Saved data entries
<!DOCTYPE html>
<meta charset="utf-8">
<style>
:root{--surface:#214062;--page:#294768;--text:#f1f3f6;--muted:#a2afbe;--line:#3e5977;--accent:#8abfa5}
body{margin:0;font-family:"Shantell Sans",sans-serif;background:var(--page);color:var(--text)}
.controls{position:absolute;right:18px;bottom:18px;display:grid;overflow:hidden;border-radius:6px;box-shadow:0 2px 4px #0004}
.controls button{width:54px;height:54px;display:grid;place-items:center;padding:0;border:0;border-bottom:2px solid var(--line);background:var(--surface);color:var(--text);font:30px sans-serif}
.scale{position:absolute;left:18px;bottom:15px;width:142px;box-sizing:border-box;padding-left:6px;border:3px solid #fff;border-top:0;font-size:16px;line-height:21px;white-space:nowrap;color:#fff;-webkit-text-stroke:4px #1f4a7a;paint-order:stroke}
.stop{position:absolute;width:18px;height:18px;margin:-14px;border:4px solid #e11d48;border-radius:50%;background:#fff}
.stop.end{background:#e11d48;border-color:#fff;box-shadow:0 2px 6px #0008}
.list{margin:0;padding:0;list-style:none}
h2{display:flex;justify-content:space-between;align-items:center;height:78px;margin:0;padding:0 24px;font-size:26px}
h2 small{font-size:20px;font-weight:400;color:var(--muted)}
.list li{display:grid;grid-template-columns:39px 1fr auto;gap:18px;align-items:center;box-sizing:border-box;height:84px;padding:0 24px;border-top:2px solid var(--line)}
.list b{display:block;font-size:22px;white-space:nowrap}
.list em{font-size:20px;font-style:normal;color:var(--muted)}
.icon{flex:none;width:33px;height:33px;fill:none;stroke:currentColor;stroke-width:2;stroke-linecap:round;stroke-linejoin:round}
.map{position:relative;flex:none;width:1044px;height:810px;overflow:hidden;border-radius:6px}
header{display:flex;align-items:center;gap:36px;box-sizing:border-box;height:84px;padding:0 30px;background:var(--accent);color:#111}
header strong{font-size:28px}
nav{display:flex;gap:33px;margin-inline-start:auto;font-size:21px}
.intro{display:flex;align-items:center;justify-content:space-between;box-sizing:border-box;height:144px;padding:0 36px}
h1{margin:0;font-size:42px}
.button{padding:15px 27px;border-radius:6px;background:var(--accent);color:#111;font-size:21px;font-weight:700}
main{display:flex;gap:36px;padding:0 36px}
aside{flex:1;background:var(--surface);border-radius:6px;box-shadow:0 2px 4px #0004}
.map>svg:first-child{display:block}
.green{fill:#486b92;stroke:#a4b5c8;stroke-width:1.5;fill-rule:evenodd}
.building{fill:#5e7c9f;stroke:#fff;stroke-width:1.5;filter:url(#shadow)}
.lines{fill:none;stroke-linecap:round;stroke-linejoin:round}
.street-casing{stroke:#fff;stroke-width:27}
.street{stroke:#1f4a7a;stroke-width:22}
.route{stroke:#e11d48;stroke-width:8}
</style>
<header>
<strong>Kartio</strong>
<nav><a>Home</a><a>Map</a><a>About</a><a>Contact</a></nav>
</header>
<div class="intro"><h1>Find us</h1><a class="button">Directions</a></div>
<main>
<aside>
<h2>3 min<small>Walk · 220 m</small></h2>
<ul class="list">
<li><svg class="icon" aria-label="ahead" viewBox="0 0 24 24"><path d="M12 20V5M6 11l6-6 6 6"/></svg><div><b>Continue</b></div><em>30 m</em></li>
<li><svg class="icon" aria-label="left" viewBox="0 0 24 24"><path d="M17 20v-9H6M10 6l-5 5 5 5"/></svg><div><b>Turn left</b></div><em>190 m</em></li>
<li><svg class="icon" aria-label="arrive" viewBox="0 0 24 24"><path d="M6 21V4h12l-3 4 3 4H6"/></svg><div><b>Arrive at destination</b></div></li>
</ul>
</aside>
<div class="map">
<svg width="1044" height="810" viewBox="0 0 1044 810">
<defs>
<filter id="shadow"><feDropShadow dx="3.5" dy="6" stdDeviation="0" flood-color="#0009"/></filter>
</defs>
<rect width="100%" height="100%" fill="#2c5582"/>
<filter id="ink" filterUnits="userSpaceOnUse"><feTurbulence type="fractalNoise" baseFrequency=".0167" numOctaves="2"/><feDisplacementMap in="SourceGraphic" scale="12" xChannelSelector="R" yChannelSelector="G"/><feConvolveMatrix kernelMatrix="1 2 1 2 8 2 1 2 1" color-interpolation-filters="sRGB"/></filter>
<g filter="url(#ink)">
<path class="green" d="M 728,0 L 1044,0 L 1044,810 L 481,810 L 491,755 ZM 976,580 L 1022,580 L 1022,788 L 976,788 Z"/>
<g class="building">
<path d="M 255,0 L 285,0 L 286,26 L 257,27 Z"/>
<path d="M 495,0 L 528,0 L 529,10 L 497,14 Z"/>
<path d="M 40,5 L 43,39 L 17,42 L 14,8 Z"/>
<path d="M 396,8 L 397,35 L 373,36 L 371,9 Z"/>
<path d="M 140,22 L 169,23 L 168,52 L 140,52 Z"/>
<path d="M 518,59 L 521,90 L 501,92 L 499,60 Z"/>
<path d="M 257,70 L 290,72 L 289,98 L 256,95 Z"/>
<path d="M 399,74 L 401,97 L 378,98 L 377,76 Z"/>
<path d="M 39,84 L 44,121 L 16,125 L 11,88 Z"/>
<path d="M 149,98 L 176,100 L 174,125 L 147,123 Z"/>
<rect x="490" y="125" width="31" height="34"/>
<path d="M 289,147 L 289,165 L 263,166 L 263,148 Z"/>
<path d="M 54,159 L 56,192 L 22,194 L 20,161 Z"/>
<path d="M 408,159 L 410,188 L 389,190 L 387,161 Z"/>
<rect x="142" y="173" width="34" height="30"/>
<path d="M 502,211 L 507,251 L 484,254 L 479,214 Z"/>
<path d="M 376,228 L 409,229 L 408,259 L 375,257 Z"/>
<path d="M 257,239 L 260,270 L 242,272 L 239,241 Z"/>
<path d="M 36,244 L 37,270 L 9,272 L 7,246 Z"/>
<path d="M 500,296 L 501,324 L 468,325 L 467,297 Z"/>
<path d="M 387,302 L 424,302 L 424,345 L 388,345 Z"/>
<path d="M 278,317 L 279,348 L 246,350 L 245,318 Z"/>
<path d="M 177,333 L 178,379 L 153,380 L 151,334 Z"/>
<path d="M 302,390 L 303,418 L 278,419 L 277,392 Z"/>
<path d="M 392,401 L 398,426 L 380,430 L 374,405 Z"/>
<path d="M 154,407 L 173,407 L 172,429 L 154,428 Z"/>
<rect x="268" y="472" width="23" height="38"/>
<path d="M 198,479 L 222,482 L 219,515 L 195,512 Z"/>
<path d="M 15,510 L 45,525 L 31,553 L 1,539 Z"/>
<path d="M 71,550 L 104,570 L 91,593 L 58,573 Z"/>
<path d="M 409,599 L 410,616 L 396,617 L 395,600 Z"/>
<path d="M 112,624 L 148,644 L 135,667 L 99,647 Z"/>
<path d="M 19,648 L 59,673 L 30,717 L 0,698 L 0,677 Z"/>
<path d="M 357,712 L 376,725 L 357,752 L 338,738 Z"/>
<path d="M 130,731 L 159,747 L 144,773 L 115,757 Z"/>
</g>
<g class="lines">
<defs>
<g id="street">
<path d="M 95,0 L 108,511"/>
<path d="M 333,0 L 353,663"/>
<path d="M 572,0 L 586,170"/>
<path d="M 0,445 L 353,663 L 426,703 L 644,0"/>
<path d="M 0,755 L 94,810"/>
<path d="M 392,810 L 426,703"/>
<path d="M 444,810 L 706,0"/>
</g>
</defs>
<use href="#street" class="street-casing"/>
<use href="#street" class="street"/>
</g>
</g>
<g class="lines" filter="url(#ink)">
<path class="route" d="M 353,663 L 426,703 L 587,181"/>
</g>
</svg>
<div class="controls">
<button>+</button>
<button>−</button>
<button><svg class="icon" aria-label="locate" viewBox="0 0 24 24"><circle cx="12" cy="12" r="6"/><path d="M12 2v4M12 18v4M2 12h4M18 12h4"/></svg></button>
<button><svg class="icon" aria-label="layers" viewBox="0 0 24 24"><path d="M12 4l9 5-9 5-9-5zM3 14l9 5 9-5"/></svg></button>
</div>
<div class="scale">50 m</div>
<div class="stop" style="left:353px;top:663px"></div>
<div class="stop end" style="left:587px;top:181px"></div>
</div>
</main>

◆ Directions for this task: From the entries, copy every line in which the word "overflow" occurs.

◆ Expected answer:
.controls{position:absolute;right:18px;bottom:18px;display:grid;overflow:hidden;border-radius:6px;box-shadow:0 2px 4px #0004}
.map{position:relative;flex:none;width:1044px;height:810px;overflow:hidden;border-radius:6px}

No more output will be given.